I then edited the LAN addresses for these services and I was operational again IN MINUTES.  The only user-experience change I noticed was my login credentials expired, but other than that it was exactly the same experience “as a user”.  Just awesome!
Such a strategy is of no use if you need 100% up-time, but this works for EI for now until I develop something better.  And to be clear, this solution is still far from perfect so it’s always going to be a work in progress:-
Residual risks include:

  1. Both servers are on same premises, so e.g. fire or theft risks are not covered;
    1. Really hard to fix this because of data residency and control requirements.

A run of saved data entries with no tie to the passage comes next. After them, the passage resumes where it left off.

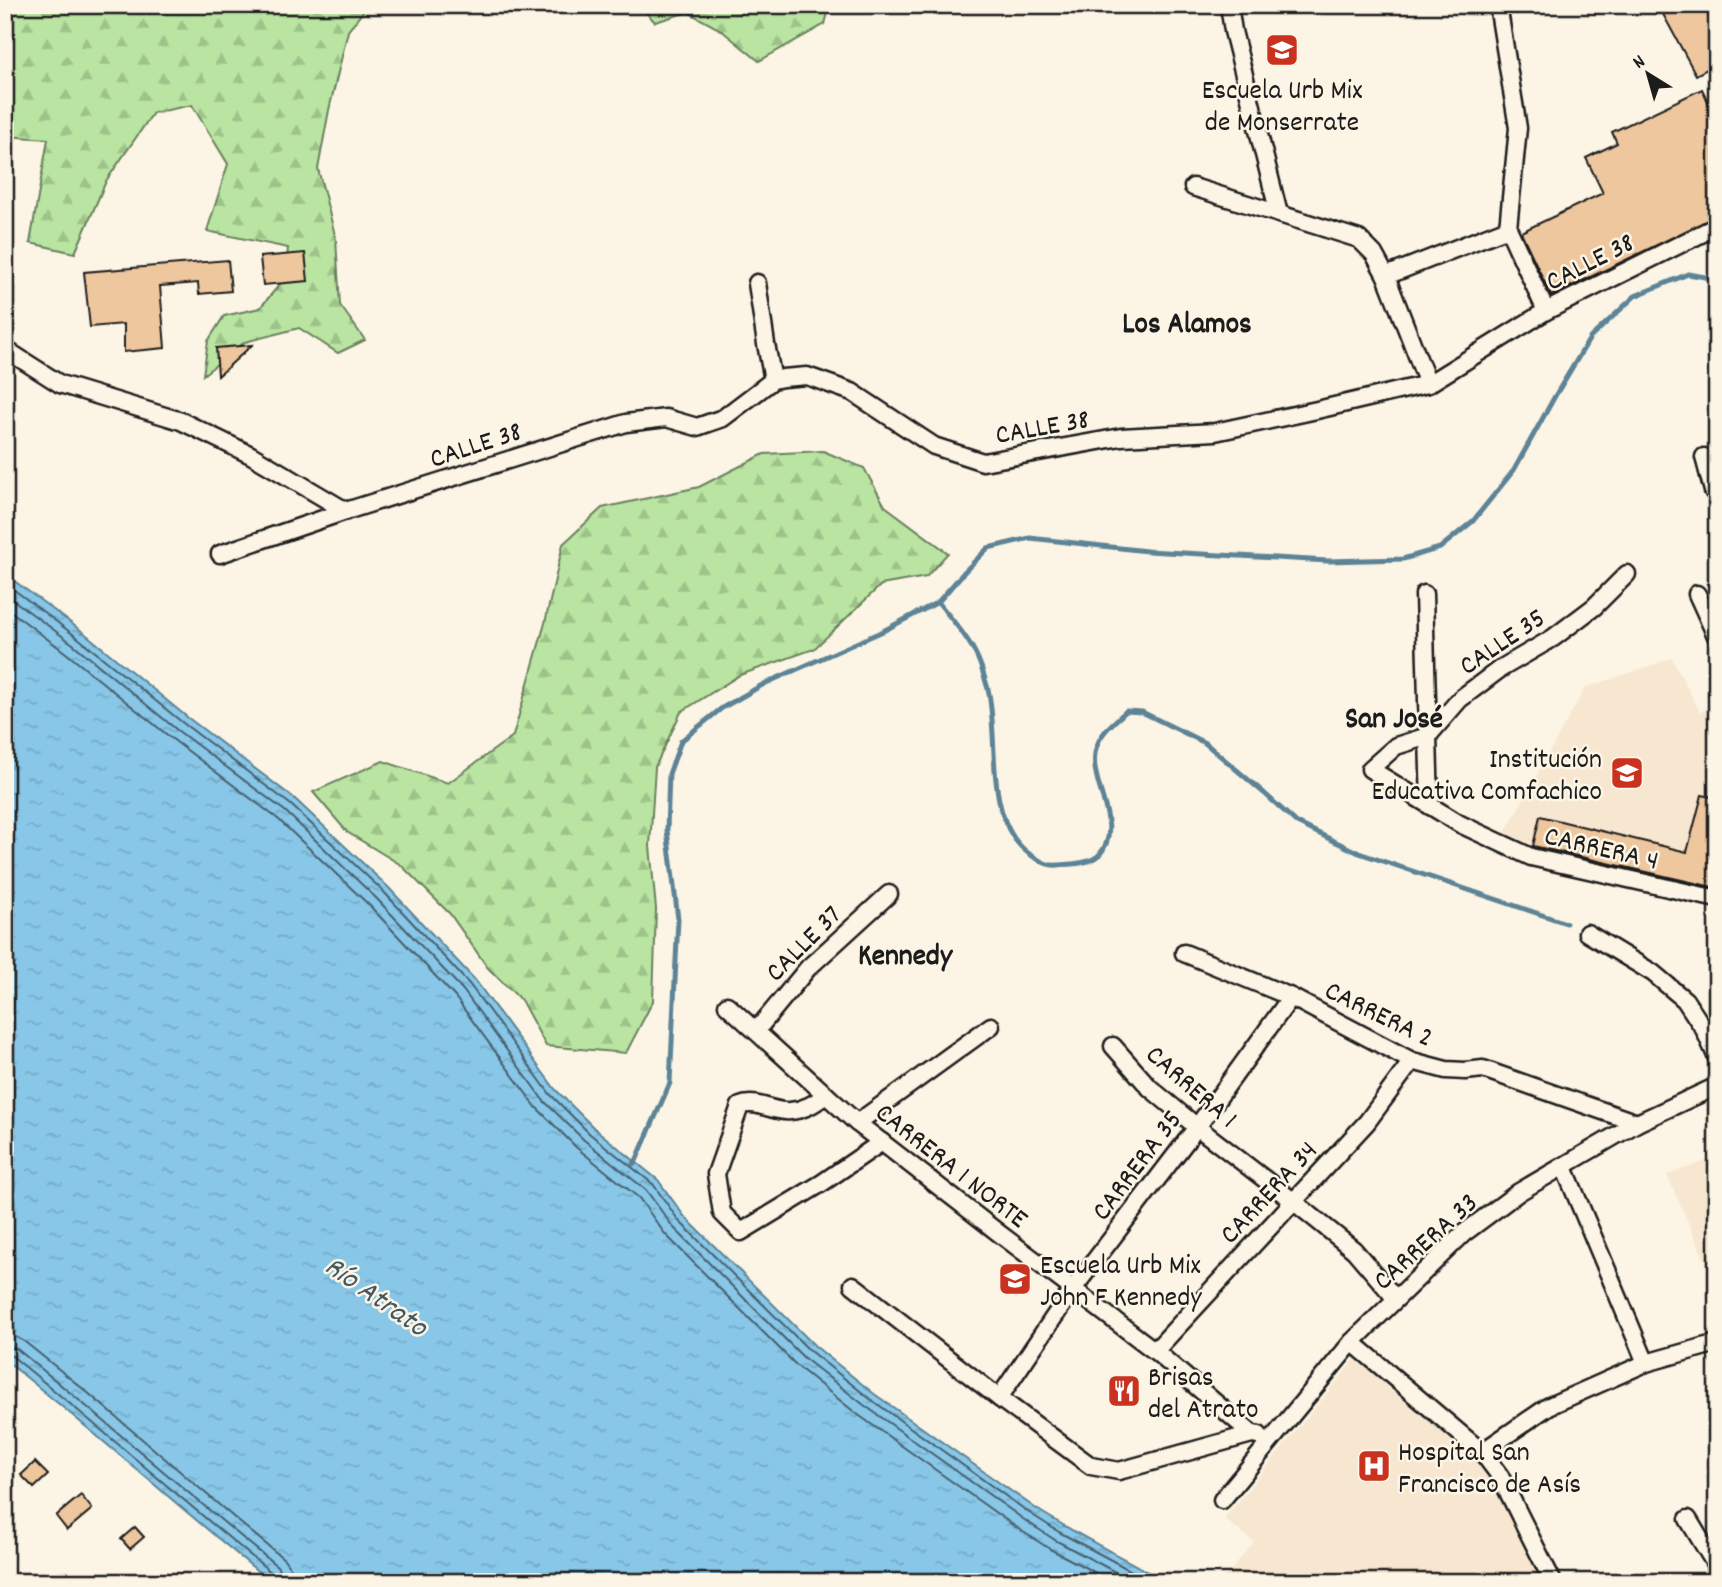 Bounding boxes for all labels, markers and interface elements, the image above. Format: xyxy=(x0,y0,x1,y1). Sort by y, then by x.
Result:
school or university icon: Escuela Urb Mix de Monserrate xyxy=(1263,31,1301,69)
north arrow xyxy=(1614,38,1684,108)
text: N xyxy=(1628,50,1652,77)
place label: Escuela Urb Mix de Monserrate xyxy=(1202,73,1362,145)
street label: CALLE 38 xyxy=(1540,225,1643,304)
district label: Los Alamos xyxy=(1122,305,1252,348)
street label: CALLE 38 xyxy=(993,402,1093,458)
street label: CALLE 38 xyxy=(425,414,528,481)
street label: CALLE 35 xyxy=(1453,601,1555,688)
district label: San José xyxy=(1345,700,1443,743)
place label: Institución Educativa Comfachico xyxy=(1372,742,1602,814)
school or university icon: Institución Educativa Comfachico xyxy=(1608,754,1646,792)
street label: CARRERA 4 xyxy=(1540,818,1662,883)
street label: CALLE 37 xyxy=(758,898,853,993)
district label: Kennedy xyxy=(858,937,954,980)
street label: CARRERA 2 xyxy=(1317,973,1439,1060)
street label: CARRERA 1 xyxy=(1135,1037,1245,1140)
street label: CARRERA 1 NORTE xyxy=(865,1095,1035,1241)
street label: CARRERA 35 xyxy=(1084,1103,1194,1231)
street label: CARRERA 34 xyxy=(1212,1134,1329,1255)
street label: CARRERA 33 xyxy=(1366,1186,1489,1302)
water label: Río Atrato xyxy=(314,1247,436,1351)
place label: Escuela Urb Mix John F Kennedy xyxy=(1040,1248,1202,1320)
school or university icon: Escuela Urb Mix John F Kennedy xyxy=(996,1260,1034,1298)
place label: Brisas del Atrato xyxy=(1148,1360,1258,1432)
restaurant icon: Brisas del Atrato xyxy=(1105,1372,1143,1410)
place label: Hospital San Francisco de Asís xyxy=(1398,1435,1581,1507)
hospital icon: Hospital San Francisco de Asís xyxy=(1355,1447,1393,1485) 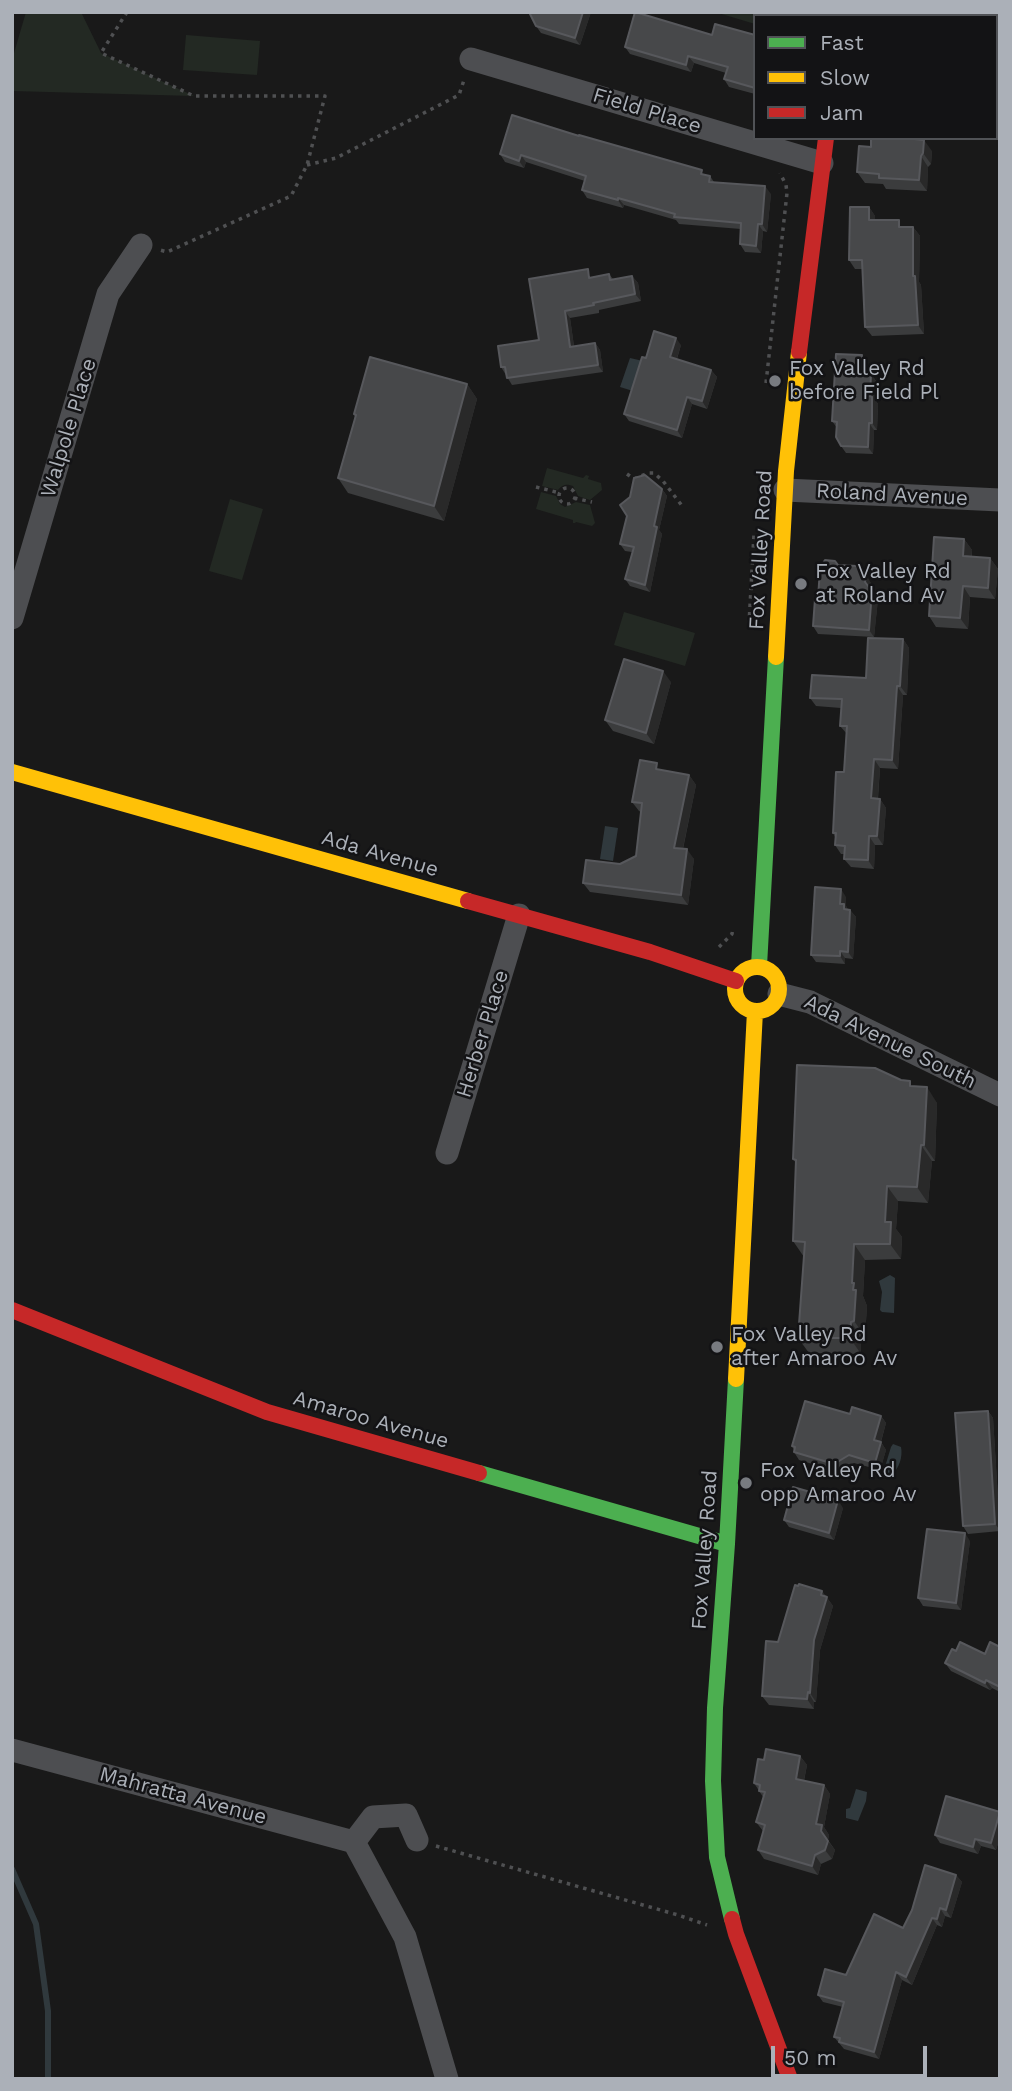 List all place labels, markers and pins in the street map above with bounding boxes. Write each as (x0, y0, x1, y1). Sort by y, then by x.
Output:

  2. This strategy requires human intervention to launch the backup servers, so there could be considerable downtime.  Starting a backup lxd container for the haproxy server will also require changes at the router (this one container receives and routes all http and https traffic except ssh/vpn connections.  The LAN router presently sends everything to this server.  A backup container will have a different LAN IP address thus router reconfig is needed);
  3. The cloud file storage container is not small – about 13GB today.  52 weeks of those will have a notable impact on storage at server2 (but storage is cheap);
  4. I still have to routinely check that the backup containers actually WORK (so practice drills are needed);
  5. I have to manually add new production containers to my script – easy to forget;
  6. I don’t like scheduled downtime for the servers…

But overall, today, I am satisfied with this approach.  The backup script will be placed in a cron file for auto-execution weekly.  I may make my script a bit more friendly by sending log files and/or email notification etc., but for now a manual check-up on backup status will suffice.